◆ Problem to work on: Restate word for word the lines of the data below, from the first through the one that has "Input: one rendered".

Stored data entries
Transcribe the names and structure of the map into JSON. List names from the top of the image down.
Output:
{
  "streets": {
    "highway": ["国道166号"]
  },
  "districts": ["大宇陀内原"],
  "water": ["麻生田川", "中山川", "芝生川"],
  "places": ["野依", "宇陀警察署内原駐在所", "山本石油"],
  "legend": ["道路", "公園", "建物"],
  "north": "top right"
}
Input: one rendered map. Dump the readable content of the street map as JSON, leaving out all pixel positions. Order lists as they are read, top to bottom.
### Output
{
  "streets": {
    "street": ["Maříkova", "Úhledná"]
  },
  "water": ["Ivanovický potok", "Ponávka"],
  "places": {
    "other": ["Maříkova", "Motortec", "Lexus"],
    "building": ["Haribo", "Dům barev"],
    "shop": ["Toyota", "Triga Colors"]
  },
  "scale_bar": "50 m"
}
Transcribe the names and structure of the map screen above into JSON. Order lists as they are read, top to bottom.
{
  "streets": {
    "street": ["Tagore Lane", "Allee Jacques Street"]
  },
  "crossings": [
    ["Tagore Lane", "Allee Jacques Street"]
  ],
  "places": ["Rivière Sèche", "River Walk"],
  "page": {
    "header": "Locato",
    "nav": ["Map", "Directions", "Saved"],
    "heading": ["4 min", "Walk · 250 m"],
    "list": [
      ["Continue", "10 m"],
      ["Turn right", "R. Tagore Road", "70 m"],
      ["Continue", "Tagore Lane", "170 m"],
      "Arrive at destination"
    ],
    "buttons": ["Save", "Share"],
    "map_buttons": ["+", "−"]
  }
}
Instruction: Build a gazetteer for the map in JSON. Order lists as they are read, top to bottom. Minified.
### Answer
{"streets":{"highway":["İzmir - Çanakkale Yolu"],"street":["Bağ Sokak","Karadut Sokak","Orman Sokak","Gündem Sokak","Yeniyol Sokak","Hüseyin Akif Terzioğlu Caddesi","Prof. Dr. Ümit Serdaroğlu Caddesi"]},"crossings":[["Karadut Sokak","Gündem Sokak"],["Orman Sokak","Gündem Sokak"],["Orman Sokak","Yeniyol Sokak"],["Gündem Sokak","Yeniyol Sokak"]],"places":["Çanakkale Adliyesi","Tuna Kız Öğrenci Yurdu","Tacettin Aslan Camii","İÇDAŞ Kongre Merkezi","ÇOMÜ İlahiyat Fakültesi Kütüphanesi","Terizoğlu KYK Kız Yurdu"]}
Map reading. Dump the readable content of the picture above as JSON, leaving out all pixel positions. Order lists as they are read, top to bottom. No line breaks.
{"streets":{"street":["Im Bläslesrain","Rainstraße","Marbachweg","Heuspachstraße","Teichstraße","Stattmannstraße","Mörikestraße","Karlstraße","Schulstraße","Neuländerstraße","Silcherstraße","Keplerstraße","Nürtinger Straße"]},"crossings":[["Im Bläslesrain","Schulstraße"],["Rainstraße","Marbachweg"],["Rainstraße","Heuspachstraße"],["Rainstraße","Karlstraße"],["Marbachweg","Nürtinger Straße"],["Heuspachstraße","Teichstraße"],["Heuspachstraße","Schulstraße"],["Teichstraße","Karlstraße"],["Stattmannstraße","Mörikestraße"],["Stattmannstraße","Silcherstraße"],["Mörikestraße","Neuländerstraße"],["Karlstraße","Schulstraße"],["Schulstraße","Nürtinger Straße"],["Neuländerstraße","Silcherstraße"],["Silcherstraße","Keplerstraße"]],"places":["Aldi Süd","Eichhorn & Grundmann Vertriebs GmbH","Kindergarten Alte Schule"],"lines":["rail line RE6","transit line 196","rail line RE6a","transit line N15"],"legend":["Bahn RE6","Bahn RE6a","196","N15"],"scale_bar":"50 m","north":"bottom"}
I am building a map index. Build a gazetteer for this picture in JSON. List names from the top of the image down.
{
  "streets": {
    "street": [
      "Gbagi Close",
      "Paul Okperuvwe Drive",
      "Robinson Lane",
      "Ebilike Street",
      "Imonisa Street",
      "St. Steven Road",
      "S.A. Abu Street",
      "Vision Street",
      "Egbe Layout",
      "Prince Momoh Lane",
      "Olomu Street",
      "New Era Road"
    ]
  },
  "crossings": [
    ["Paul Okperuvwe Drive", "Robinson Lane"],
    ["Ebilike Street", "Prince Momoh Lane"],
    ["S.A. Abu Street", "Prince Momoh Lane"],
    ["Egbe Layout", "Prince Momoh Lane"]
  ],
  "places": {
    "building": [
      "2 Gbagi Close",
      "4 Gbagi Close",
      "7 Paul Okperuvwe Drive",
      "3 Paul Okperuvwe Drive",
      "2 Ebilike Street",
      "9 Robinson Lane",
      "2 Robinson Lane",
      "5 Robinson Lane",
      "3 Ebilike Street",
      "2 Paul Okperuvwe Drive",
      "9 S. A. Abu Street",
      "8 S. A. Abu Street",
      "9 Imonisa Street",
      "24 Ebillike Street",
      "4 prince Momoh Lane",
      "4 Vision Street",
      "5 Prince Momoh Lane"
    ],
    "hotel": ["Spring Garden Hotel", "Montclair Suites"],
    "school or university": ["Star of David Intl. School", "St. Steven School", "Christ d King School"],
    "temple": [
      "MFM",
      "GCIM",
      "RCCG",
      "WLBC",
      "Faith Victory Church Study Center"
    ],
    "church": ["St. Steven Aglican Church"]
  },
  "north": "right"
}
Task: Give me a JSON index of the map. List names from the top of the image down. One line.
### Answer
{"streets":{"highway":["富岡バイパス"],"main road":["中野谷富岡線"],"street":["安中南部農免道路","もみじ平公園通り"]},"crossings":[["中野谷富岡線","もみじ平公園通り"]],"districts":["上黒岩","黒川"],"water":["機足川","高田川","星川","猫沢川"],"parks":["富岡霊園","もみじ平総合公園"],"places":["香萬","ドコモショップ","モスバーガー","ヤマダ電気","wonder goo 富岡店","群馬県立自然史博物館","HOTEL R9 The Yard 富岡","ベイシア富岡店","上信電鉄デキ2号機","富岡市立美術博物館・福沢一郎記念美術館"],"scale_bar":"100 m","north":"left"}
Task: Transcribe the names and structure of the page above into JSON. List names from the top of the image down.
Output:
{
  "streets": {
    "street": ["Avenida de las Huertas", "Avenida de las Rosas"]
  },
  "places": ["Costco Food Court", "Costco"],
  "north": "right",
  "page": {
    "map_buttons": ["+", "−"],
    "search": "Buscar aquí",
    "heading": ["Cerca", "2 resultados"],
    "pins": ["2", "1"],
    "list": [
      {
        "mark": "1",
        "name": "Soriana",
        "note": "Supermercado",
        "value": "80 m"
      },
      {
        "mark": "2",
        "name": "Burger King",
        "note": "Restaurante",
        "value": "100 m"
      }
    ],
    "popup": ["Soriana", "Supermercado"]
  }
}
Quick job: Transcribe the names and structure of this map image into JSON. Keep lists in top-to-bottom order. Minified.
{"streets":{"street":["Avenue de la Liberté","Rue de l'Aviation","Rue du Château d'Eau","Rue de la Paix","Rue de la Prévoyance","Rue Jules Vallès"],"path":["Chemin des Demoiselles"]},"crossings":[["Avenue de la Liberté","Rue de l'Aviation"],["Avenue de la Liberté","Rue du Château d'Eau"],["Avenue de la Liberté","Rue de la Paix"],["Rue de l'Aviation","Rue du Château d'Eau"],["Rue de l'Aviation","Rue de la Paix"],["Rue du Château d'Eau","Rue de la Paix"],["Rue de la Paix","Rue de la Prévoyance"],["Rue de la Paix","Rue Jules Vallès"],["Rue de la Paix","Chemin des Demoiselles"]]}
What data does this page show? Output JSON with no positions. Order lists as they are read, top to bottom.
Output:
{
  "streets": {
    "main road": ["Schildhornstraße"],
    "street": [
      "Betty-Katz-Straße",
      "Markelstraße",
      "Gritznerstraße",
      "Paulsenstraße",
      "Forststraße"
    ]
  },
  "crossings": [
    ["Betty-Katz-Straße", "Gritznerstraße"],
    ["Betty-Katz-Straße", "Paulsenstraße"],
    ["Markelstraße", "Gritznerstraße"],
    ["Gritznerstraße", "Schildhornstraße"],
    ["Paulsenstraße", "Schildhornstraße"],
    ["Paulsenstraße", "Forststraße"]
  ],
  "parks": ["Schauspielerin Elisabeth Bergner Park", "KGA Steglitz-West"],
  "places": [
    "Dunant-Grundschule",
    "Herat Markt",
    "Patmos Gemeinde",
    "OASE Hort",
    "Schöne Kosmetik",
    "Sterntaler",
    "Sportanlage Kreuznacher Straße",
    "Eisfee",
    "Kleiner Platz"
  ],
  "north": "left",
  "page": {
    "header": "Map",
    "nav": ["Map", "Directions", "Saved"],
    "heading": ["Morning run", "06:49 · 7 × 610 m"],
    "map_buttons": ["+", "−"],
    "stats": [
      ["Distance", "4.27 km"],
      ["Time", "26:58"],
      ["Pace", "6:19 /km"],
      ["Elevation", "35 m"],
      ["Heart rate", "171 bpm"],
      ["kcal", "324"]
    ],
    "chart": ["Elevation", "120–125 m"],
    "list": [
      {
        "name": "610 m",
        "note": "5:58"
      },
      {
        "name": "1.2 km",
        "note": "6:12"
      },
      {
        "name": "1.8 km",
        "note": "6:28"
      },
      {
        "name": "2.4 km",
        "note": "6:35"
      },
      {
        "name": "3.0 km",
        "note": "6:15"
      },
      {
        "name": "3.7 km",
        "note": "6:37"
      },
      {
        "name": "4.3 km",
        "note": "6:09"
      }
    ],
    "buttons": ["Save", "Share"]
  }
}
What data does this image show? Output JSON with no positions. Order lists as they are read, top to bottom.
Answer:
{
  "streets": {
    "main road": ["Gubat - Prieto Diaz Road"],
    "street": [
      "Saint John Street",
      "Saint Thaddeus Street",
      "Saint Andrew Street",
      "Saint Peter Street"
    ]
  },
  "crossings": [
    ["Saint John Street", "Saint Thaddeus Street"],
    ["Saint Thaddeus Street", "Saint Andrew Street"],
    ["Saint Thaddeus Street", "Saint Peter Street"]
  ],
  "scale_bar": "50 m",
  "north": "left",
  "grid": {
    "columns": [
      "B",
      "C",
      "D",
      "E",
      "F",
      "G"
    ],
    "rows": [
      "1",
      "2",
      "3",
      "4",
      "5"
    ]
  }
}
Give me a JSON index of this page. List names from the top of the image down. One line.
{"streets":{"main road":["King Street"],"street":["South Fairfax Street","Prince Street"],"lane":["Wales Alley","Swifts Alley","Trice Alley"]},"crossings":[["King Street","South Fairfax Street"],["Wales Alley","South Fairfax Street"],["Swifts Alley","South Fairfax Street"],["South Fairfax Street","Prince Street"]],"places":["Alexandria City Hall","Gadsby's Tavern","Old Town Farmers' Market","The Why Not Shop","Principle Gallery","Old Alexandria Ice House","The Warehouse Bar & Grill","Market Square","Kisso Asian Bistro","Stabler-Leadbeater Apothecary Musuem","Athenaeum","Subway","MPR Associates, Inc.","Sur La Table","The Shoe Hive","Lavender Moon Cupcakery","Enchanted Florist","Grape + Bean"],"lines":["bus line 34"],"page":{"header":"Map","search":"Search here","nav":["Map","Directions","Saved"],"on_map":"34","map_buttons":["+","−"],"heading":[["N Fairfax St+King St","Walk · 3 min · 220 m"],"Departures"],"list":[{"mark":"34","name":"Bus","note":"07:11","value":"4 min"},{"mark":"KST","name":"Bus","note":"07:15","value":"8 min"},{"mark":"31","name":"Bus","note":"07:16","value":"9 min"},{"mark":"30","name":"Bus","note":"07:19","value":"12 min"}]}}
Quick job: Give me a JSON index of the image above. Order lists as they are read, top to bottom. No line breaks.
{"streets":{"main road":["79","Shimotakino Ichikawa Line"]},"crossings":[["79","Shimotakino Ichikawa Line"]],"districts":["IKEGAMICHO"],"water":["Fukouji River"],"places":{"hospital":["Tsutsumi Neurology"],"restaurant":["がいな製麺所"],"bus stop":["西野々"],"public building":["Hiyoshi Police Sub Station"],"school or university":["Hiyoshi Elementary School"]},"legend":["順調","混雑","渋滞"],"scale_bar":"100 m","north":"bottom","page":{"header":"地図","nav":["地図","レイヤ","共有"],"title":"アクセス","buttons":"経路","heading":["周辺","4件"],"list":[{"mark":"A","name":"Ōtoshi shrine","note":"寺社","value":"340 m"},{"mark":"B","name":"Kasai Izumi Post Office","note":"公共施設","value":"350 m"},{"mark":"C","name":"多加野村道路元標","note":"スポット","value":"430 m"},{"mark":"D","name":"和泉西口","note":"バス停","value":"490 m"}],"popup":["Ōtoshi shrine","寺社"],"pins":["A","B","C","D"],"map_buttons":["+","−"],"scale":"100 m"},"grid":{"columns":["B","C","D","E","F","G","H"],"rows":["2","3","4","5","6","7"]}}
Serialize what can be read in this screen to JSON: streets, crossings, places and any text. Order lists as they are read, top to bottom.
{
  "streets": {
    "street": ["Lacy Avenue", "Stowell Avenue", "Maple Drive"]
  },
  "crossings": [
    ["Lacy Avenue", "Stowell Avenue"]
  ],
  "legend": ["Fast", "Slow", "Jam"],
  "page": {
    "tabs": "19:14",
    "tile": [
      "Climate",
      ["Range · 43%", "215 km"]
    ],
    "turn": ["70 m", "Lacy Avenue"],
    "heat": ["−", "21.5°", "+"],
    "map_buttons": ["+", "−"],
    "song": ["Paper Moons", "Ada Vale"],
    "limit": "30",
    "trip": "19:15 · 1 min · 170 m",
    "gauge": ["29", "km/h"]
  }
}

◆ Result below:
Transcribe the names and structure of the map into JSON. List names from the top of the image down.
Output:
{
  "streets": {
    "highway": ["国道166号"]
  },
  "districts": ["大宇陀内原"],
  "water": ["麻生田川", "中山川", "芝生川"],
  "places": ["野依", "宇陀警察署内原駐在所", "山本石油"],
  "legend": ["道路", "公園", "建物"],
  "north": "top right"
}
Input: one rendered map. Dump the readable content of the street map as JSON, leaving out all pixel positions. Order lists as they are read, top to bottom.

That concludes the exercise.